(Collected data entries)
_ _ _

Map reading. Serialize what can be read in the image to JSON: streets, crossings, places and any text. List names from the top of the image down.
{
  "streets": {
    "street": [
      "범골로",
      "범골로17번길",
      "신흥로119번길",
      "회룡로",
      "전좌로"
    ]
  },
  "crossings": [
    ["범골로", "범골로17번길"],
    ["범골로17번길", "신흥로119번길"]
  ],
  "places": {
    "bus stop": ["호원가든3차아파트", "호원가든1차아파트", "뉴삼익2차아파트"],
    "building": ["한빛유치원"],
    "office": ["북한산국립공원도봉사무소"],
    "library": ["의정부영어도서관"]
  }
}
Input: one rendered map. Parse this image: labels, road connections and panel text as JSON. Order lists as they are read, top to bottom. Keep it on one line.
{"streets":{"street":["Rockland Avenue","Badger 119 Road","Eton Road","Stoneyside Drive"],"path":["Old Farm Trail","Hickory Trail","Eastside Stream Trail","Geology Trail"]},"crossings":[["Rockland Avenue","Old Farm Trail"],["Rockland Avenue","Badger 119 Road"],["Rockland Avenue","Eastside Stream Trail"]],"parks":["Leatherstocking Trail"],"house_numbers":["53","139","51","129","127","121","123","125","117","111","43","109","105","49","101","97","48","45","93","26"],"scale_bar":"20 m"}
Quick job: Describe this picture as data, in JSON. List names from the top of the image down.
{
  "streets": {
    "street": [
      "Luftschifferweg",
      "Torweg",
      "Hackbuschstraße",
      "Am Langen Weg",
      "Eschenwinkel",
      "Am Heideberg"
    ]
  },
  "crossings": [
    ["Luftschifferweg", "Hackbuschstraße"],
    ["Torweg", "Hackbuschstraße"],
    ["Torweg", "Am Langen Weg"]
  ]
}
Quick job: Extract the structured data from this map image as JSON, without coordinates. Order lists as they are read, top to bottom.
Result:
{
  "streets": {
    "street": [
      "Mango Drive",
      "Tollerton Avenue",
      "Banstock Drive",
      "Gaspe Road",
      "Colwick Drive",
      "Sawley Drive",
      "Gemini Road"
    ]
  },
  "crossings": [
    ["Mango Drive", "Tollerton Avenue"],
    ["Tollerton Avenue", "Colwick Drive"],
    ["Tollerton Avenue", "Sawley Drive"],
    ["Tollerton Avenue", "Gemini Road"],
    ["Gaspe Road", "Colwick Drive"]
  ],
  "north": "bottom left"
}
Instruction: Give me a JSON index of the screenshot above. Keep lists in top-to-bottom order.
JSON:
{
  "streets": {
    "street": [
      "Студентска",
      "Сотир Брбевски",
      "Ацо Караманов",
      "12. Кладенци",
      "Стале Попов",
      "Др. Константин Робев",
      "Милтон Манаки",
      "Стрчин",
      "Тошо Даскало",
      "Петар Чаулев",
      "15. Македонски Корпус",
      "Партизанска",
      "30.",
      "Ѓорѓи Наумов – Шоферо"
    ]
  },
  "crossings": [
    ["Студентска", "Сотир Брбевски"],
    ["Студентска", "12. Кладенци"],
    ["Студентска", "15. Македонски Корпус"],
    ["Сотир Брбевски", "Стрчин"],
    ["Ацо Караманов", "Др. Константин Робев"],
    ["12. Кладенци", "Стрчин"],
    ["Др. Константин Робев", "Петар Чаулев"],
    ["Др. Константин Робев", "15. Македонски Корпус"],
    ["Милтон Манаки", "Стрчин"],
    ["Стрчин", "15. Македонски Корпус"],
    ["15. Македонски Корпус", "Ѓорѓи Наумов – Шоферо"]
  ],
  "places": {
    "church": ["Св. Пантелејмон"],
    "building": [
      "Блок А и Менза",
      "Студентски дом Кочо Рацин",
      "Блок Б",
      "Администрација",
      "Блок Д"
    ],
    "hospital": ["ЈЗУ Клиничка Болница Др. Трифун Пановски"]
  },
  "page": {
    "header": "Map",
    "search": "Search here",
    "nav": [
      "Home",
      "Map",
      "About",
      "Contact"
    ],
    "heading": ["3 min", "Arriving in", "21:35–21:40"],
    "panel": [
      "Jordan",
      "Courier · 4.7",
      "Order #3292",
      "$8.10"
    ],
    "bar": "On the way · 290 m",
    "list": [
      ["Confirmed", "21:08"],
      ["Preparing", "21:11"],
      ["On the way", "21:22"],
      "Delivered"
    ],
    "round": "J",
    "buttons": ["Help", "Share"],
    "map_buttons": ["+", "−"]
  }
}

_ _ _

**Problem statement**. Set the entries down again, unchanged and complete.

**Answer to this task**.
Map reading. Serialize what can be read in the image to JSON: streets, crossings, places and any text. List names from the top of the image down.
{
  "streets": {
    "street": [
      "범골로",
      "범골로17번길",
      "신흥로119번길",
      "회룡로",
      "전좌로"
    ]
  },
  "crossings": [
    ["범골로", "범골로17번길"],
    ["범골로17번길", "신흥로119번길"]
  ],
  "places": {
    "bus stop": ["호원가든3차아파트", "호원가든1차아파트", "뉴삼익2차아파트"],
    "building": ["한빛유치원"],
    "office": ["북한산국립공원도봉사무소"],
    "library": ["의정부영어도서관"]
  }
}
Input: one rendered map. Parse this image: labels, road connections and panel text as JSON. Order lists as they are read, top to bottom. Keep it on one line.
{"streets":{"street":["Rockland Avenue","Badger 119 Road","Eton Road","Stoneyside Drive"],"path":["Old Farm Trail","Hickory Trail","Eastside Stream Trail","Geology Trail"]},"crossings":[["Rockland Avenue","Old Farm Trail"],["Rockland Avenue","Badger 119 Road"],["Rockland Avenue","Eastside Stream Trail"]],"parks":["Leatherstocking Trail"],"house_numbers":["53","139","51","129","127","121","123","125","117","111","43","109","105","49","101","97","48","45","93","26"],"scale_bar":"20 m"}
Quick job: Describe this picture as data, in JSON. List names from the top of the image down.
{
  "streets": {
    "street": [
      "Luftschifferweg",
      "Torweg",
      "Hackbuschstraße",
      "Am Langen Weg",
      "Eschenwinkel",
      "Am Heideberg"
    ]
  },
  "crossings": [
    ["Luftschifferweg", "Hackbuschstraße"],
    ["Torweg", "Hackbuschstraße"],
    ["Torweg", "Am Langen Weg"]
  ]
}
Quick job: Extract the structured data from this map image as JSON, without coordinates. Order lists as they are read, top to bottom.
Result:
{
  "streets": {
    "street": [
      "Mango Drive",
      "Tollerton Avenue",
      "Banstock Drive",
      "Gaspe Road",
      "Colwick Drive",
      "Sawley Drive",
      "Gemini Road"
    ]
  },
  "crossings": [
    ["Mango Drive", "Tollerton Avenue"],
    ["Tollerton Avenue", "Colwick Drive"],
    ["Tollerton Avenue", "Sawley Drive"],
    ["Tollerton Avenue", "Gemini Road"],
    ["Gaspe Road", "Colwick Drive"]
  ],
  "north": "bottom left"
}
Instruction: Give me a JSON index of the screenshot above. Keep lists in top-to-bottom order.
JSON:
{
  "streets": {
    "street": [
      "Студентска",
      "Сотир Брбевски",
      "Ацо Караманов",
      "12. Кладенци",
      "Стале Попов",
      "Др. Константин Робев",
      "Милтон Манаки",
      "Стрчин",
      "Тошо Даскало",
      "Петар Чаулев",
      "15. Македонски Корпус",
      "Партизанска",
      "30.",
      "Ѓорѓи Наумов – Шоферо"
    ]
  },
  "crossings": [
    ["Студентска", "Сотир Брбевски"],
    ["Студентска", "12. Кладенци"],
    ["Студентска", "15. Македонски Корпус"],
    ["Сотир Брбевски", "Стрчин"],
    ["Ацо Караманов", "Др. Константин Робев"],
    ["12. Кладенци", "Стрчин"],
    ["Др. Константин Робев", "Петар Чаулев"],
    ["Др. Константин Робев", "15. Македонски Корпус"],
    ["Милтон Манаки", "Стрчин"],
    ["Стрчин", "15. Македонски Корпус"],
    ["15. Македонски Корпус", "Ѓорѓи Наумов – Шоферо"]
  ],
  "places": {
    "church": ["Св. Пантелејмон"],
    "building": [
      "Блок А и Менза",
      "Студентски дом Кочо Рацин",
      "Блок Б",
      "Администрација",
      "Блок Д"
    ],
    "hospital": ["ЈЗУ Клиничка Болница Др. Трифун Пановски"]
  },
  "page": {
    "header": "Map",
    "search": "Search here",
    "nav": [
      "Home",
      "Map",
      "About",
      "Contact"
    ],
    "heading": ["3 min", "Arriving in", "21:35–21:40"],
    "panel": [
      "Jordan",
      "Courier · 4.7",
      "Order #3292",
      "$8.10"
    ],
    "bar": "On the way · 290 m",
    "list": [
      ["Confirmed", "21:08"],
      ["Preparing", "21:11"],
      ["On the way", "21:22"],
      "Delivered"
    ],
    "round": "J",
    "buttons": ["Help", "Share"],
    "map_buttons": ["+", "−"]
  }
}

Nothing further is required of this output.